Mereka pun tak segan bertemu dan saling berbincang tanpa harus menukar
keilmuannya atau mengalahkan yang lain.
Multikultur tidakk jauh seumpama gado-gado atau salad
yang masing–masing punya rasa namun melebur. Mereka paham dan mengenal apa itu perbedaan-perbedaan.
Mengenal perbedaan inilah yang penting. Maka,
di saat yang sama ketika situasi politik saat itu menuju pada tingkat represi yang
semakin tinggi (yang dilakukan rezim orde baru) dan hendak mengebiri rasa kebersamaan
dan mengabaikan martabat kemanusiaan, ada semacam paduan suara penolakan yang melantun
bersama dalam gejolak di masyarakat. Baik di tingkat perguruan tinggi,
maupunlapisan masyarakat kebanyakan. Tak heran jika situasi represif itu justru
memompa kemunculan gerakan-gerakan sosial kemasyarakatan seperti contoh FKMY
(Forum Komunikasi mahasiswa Yogyakarta) yang digagas saat munculnya kebijakan
NKK/BKK dan kemudian menjadi DMPY dan SMY, Rode. Kemudian muncul pula komunitas Kyai Kanjeng.
Di satu sisi, gerakan formal ekstra kampus pun kembali bergerak dalam ranah
perjuangannya sendiri seperti Kelompok Cipayung (PMKRI, HMI, GMNI, GMKI, PMII
dll). Tak cukup di situ, kita bisa menjumpai kelompok-kelompok studi di
kampus-kampus yang kemudian berjuang lewat gerakan jurnalistik (pers kampus).
Semuanya membaitkan perlawanan terhadap reduksi kebebasan dan hak masyarakat.

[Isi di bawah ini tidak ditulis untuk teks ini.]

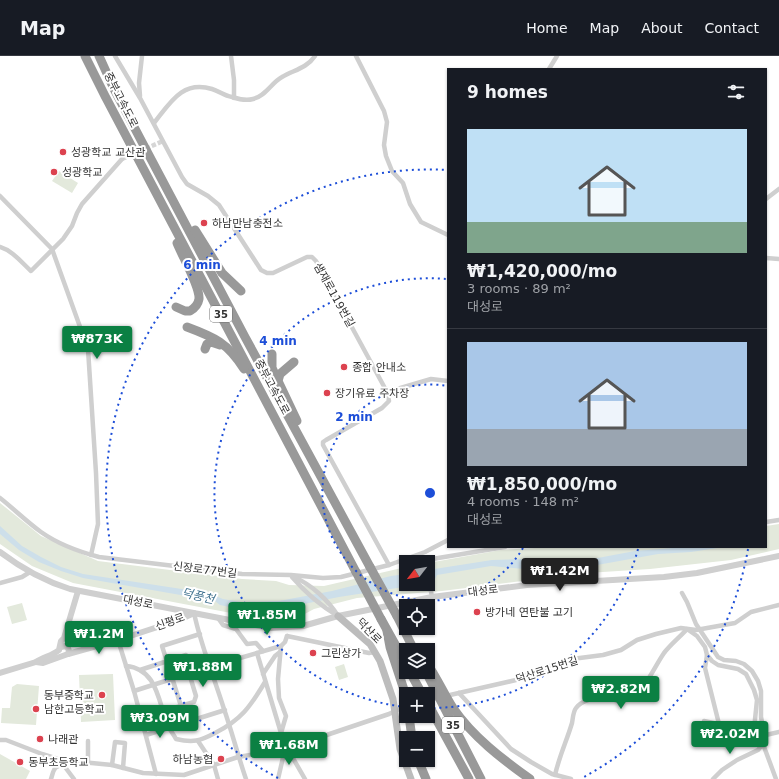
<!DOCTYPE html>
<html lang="en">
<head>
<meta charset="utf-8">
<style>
	body { margin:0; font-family:"DejaVu Sans","Noto Sans KR",sans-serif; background:#242831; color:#f1f3f6; height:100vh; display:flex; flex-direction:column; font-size:15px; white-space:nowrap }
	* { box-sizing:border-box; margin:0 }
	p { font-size:13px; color:#9ea1a6 }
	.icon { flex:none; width:22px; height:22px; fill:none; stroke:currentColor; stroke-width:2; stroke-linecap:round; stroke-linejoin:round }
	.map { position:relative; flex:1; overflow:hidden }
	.drawer { position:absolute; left:447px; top:12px; width:320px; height:480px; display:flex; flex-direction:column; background:#171b24; border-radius:0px; box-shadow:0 1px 3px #0004 }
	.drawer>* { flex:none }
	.needle { width:26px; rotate:239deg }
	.controls { position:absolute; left:399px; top:499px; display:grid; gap:8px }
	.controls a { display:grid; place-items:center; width:36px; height:36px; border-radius:0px; background:#171b24; box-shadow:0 1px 3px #0004; font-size:20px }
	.price { position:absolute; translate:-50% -34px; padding:0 9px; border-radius:4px; background:#0b8043; color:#fff; font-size:13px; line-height:26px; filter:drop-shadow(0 1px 2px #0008) }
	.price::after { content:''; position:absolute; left:50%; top:24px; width:12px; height:9px; margin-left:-6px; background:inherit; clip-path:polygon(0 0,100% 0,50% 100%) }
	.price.current { background:#222; color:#fff }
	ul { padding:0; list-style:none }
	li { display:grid; align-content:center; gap:8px; height:212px; padding:0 20px }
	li+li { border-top:1px solid #363941 }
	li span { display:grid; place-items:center; height:124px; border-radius:0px; color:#555 }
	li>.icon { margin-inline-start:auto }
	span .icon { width:72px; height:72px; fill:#fffc; stroke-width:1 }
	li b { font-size:17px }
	h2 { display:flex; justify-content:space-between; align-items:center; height:48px; padding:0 20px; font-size:17px }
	header { display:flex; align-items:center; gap:24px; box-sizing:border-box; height:56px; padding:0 20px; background:#171b24; border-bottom:1px solid #363941 }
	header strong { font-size:19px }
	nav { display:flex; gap:22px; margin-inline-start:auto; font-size:14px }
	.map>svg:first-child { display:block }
</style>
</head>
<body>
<header>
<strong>Map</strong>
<nav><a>Home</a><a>Map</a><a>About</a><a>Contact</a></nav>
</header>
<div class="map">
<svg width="779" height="723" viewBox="0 0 779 723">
	<rect width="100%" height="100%" fill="#fff"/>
	<g fill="#e3e9dc">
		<path d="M59,115L78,127L72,137L52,125Z"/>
		<path d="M0,447L41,480L98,505L242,523L276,525L289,529L324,530L406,511V528H428V507L501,494L552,491H766V470L779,468V493L731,504L650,513L587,517L442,535L357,542L314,553L301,560L273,565L73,527L32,510L0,488Z"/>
		<path d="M22,547L27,564L12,568L7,551Z"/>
		<path d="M344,608L348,621L339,624L335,611Z"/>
		<path d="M113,618L115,664L81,666L79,619Z"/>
		<path d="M17,628L39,630L36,669L1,667L2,652H10L12,631Z"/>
		<path d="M0,698L30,715L26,723H0Z"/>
	</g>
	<g fill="#cddfea">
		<path d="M0,470L22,490L41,501L61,511L83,518L208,537L223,543L241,546L279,545L332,535L391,520L406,518V528H423L339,541L278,553H239L220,549L215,545L83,522L61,515L39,506L19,494L0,478Z"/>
		<path d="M686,491H724L691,496L658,498L586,511L537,508L524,513L491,510L437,519L435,523L428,526V514L492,504L525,503L587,504L635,495Z"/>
	</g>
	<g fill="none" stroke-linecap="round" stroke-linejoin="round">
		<g stroke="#d6d6d6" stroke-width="4.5" stroke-dasharray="4.5 2" stroke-linecap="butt">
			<path d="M122,103L163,85"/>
			<path d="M428,644L441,641"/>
		</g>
		<g stroke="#cfcfcf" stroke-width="4.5">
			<path d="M115,0L140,42L182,121L187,128L208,140L219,149L261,214L267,217H273L307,201H312L316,205L387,336L389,345L382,352L326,384L323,386V389L389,509"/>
			<path d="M231,0L234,24V42"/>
			<path d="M356,0L384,55L387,66L384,89L386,100L392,115L403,127L410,148L421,166L448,179"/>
			<path d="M549,13L557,0"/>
			<path d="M140,40L139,27L142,0"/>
			<path d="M154,67C170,47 182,24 212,33C219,35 224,40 232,41C238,43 246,45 253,43C266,40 271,27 282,21C294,14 307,12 315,0"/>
			<path d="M0,140L52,193L88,293L96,417L98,468L91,499"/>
			<path d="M766,143L779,133"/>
			<path d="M0,191C13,195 21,206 31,215L63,183L72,170L77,157L82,148L122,103"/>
			<path d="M766,202L779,203"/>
			<path d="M387,336L431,323L448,325"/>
			<path d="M0,442C14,453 27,466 41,476C58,488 80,496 99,501L242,518L291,519L323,522L341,521L389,509L425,496L448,484"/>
			<path d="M766,466L779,464"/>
			<path d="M426,504L505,491"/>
			<path d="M428,519L432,541"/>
			<path d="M292,521C305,536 321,550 338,560"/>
			<path d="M294,521C312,529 328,544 338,560"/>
			<path d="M0,527L22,521L30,516"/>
			<path d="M682,537L687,546L696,568L718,601L724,604L736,605L744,608L752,615L758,625L761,635V661L763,671L766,679"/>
			<path d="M194,557C201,590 214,621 224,653C232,676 238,700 246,723"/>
			<path d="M218,562L223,569L236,573L247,588L256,587L263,595"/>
			<path d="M287,580L369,597L375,596"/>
			<path d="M118,584L134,635L156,718"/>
			<path d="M281,590L278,623L279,642L286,660L281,677"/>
			<path d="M257,597L281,677L285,693L278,723"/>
			<path d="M707,599L705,612L719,668L717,687"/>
			<path d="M126,610C158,613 158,646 168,670C170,674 174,679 176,683C193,687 200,685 215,677C241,664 250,651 265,626"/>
			<path d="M140,614L186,599"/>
			<path d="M263,618L275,600L280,596"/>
			<path d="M134,635L209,611L281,590L285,586L287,580"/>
			<path d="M459,637L511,693L531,706L552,718L571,723"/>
			<path d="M450,639L516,624L532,616L572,603L603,599L621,594L637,584L656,578L681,572L696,574L735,567L751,556L779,549"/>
			<path d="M181,650L162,590L200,578"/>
			<path d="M164,655L194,646L196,640L189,617"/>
			<path d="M704,665L736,672L754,673"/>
			<path d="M146,679L225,654"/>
			<path d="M0,684H6L42,698L61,704L112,709L143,717L184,719L238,701L285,693L389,658L403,651"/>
			<path d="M88,685V707"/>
			<path d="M198,685L214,709L218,723"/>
			<path d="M285,693L290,697L305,723"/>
			<path d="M61,704L65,711L74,723"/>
			<path d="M112,709L115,686L125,687L123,712"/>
			<path d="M555,719C559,701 567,684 572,667C573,662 573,656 576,652C581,645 595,641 603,641C615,642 617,649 629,642C647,632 653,613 664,597C671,588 680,581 687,573L697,580L705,591L707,599L712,605L718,609L738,613L746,618L754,634L757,644L754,673L758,682L763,688L776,723"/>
			<path d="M51,723C54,714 53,710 64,709"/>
			<path d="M713,723L722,714L737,704L758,694L763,688L766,679L779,676"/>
		</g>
		<g stroke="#cfcfcf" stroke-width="6">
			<path d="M0,496C21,512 44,525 70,533L271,572L303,570L338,560L432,541L527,529L664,521L697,517L779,500"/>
			<path d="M61,591L65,590L68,592L69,595L68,598"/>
			<path d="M36,606L43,607L68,598L118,584L179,564L194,557"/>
			<path d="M0,617L36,606C43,601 52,600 59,594L61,585L64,582L78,535"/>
		</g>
		<path stroke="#bcbcbc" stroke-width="7" d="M338,560L370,588L380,605L393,643L400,693L411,723"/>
		<g stroke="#999" stroke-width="9">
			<path d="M85,0L105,40L356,516"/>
			<path d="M99,0L114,33L245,281L370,511"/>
			<path d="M195,174L222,217L241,235"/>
			<path d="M176,251L185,255H190C195,252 198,249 199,243C200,230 182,200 177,187"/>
			<path d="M187,271C214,281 228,287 244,313"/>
			<path d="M205,293L207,288L211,286L220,289"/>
			<path d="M272,298V312L278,325"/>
			<path d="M294,306L280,318L278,325L297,365"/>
			<path d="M397,560L414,594"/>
			<path d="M381,563L406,608"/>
			<path d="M387,575L390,591L406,640"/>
			<path d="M428,609C437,622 444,638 453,652C473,681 502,703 530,723"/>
			<path d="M410,616L422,638"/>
			<path d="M426,616L481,723"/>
			<path d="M428,648L469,723"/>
			<path d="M409,660L412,682"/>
			<path d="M418,704L426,723"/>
		</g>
		<g stroke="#999" stroke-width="9">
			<path d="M370,511L397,560"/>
			<path d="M356,516L381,563"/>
		</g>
	</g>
	<g fill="none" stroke="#1d4ed8" stroke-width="2" stroke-dasharray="2 4">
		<path d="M523 492A108 108 0 1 1 448 330"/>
		<path d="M638 493A215 215 0 0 1 428 652M406 651A215 215 0 0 1 447 223"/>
		<path d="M748 493A323 323 0 0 1 582 722M278 722A323 323 0 0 1 447 114"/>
	</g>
	<g fill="#dc424f" stroke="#fff" stroke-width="1.5">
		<circle cx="63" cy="96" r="4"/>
		<circle cx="54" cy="116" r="4"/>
		<circle cx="204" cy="167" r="4"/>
		<circle cx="344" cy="311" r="4"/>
		<circle cx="327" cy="337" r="4"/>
		<circle cx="477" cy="556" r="4"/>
		<circle cx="313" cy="597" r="4"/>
		<circle cx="102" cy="639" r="4"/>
		<circle cx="36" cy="653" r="4"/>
		<circle cx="40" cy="683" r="4"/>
		<circle cx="221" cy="703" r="4"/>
		<circle cx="20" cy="706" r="4"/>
	</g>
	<g text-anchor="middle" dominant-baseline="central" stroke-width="4" stroke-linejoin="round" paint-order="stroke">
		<g fill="#fff" stroke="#707070" stroke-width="1">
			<rect x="210" y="250" width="22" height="16" rx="3"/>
			<rect x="442" y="661" width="22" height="16" rx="3"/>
		</g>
		<g font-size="10" font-weight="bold" fill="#323232">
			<text x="221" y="258">35</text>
			<text x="453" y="669">35</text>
		</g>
		<g font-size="11" fill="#323232" stroke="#fff">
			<text transform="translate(121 44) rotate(63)">중부고속도로</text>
			<text transform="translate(334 239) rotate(61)">샘재로119번길</text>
			<text transform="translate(272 331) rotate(62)">중부고속도로</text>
			<text transform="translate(205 514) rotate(7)">신장로77번길</text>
			<text transform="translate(483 535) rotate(-7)">대성로</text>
			<text transform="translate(138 546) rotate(11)">대성로</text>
			<text transform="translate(170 566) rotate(-20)">신평로</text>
			<text transform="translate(369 575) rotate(46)">덕산로</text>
			<text transform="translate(547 614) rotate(-18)">덕산로15번길</text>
		</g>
		<g font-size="11" fill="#323232" stroke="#fff" text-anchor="start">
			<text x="71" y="96">성광학교 교산관</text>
			<text x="62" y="116">성광학교</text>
			<text x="212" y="167">하남만남충전소</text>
			<text x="352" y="311">종합 안내소</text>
			<text x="335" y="337">장기유료 주차장</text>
			<text x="485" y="556">방가네 연탄불 고기</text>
			<text x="321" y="597">그린상가</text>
			<text x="94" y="639" text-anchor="end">동부중학교</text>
			<text x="44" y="653">남한고등학교</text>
			<text x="48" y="683">나래관</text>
			<text x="213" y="703" text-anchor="end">하남농협</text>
			<text x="28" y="706">동부초등학교</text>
		</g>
		<g font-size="12" font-style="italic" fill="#437491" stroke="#fff">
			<text transform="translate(198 540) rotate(13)">덕풍천</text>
		</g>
	</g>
	<circle cx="430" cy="437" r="6" fill="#1d4ed8" stroke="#fff" stroke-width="2"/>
	<g font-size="12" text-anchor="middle" font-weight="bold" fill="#1d4ed8" stroke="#fff" stroke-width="4" stroke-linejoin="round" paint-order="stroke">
		<text x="202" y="213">6 min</text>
		<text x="278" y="289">4 min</text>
		<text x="354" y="365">2 min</text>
	</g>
</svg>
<div class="controls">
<a><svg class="needle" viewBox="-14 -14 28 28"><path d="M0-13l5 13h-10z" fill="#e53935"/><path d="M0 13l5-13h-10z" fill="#9ea1a6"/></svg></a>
<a><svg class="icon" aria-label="locate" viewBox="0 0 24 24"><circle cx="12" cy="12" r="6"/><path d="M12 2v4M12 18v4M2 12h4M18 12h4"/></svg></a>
<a><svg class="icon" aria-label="layers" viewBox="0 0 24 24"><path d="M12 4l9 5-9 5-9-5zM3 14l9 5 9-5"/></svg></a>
<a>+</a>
<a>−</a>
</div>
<b class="price" style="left:97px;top:304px">₩873K</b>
<b class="price current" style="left:560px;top:536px">₩1.42M</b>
<b class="price" style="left:267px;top:580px">₩1.85M</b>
<b class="price" style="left:99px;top:599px">₩1.2M</b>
<b class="price" style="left:203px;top:632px">₩1.88M</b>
<b class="price" style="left:621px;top:654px">₩2.82M</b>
<b class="price" style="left:160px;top:683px">₩3.09M</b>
<b class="price" style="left:730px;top:699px">₩2.02M</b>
<b class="price" style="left:289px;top:710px">₩1.68M</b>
<section class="drawer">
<h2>9 homes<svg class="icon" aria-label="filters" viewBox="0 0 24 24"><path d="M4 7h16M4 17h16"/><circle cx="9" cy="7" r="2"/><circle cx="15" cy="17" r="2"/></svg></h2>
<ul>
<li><span style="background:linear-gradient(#bfe0f5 75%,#7fa58c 0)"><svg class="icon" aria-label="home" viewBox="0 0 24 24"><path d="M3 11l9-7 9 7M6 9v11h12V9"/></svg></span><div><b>₩1,420,000/mo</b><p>3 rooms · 89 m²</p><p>대성로</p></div></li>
<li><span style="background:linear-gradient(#a9c7e8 70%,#9aa5b1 0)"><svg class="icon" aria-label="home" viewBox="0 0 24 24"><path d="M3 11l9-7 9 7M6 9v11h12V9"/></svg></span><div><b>₩1,850,000/mo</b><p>4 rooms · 148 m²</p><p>대성로</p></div></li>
</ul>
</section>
</div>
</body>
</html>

Teori sosial ke 3 dari Ricardo L. Garcia (1982) yang
menjelaskan hubungan antar individu dalam masyarakat yang beragam ini
sepertinya sesuai dengan harapan dan perjuangan yang dilakukan masyarakat saat
itu, dimana masyarakat multikulturalisme yakni: ...Individu- individu yang beragam latar belakang agama, etnik, bahasa
dan budaya memiliki hak untuk mengekspresikan identitas budayanya secara demokratis
dengan tidak meminggirkan budaya kelompok minoritas.
MULTIKULTUR DI
YOGYA SAAT INI
Melihat Yogyakarta sekarang seolah segala peristiwa
pertemuan dan perayaan itu hilang tak tercium tak membekas. Yogyakarta kini
adalah kota dengan tingkat kekerasan berdasarkan SARA paling tinggi di Indonesia. Yang terakhir terjadi adalah peristiwa
penyerbuan Camping rohani yang diadakan jemaat Kristen Advent hari ke tujuh
oleh FJI (front Jihad Islamiyah), kemudian pemblokiran Gereja Kristen di Bantul
dan terakhir adalah penolakan FUI (Forum Umat Islam/Ukhuwah Islamiyah) terhadap
Goa Maria Giriwening Kamis lalu (10/7) yang memaksa agar Pemkab Gunung Kidul
tidak memberi ijin terhadap kegiatan umat Katholik di sana. Apa sebenarnya yang
terjadi?
John Naisbitt dan Patricia Aburdene (1990) sebetulnya telah mencoba menyadarkan kita
bahwa akhir abad XX akan terjadi lompatan besar kemajuan tekhnologi yang
mengakibatkan perubahan besar-besaran tata nilai dalam kehidupan. Munculnya
media elektronik seperti TV yang beragam, adanya CD, VCD, DVD serta Hp dan
internet adalah faktor-faktor pendukung akselerasi perubahan nilai kehidupan
masyarakat tersebut. Ruang-ruang diskusi dan pertemuan tergantikan dengan gadget-gadget baru. Masyarakat menjadi
lebih individual sedangkan relasi rasa yang hanya bisa dibangun saat manusia
bertemu dengan manusia lain menjadi hilang. Duniapun seolah menjadi
perkampungan global dimana antar negara tak ada lagi sekat batas kecuali batas
teritorial. Pandangan masyarakat terhadap nilai-nilai kehidupan pun berubah.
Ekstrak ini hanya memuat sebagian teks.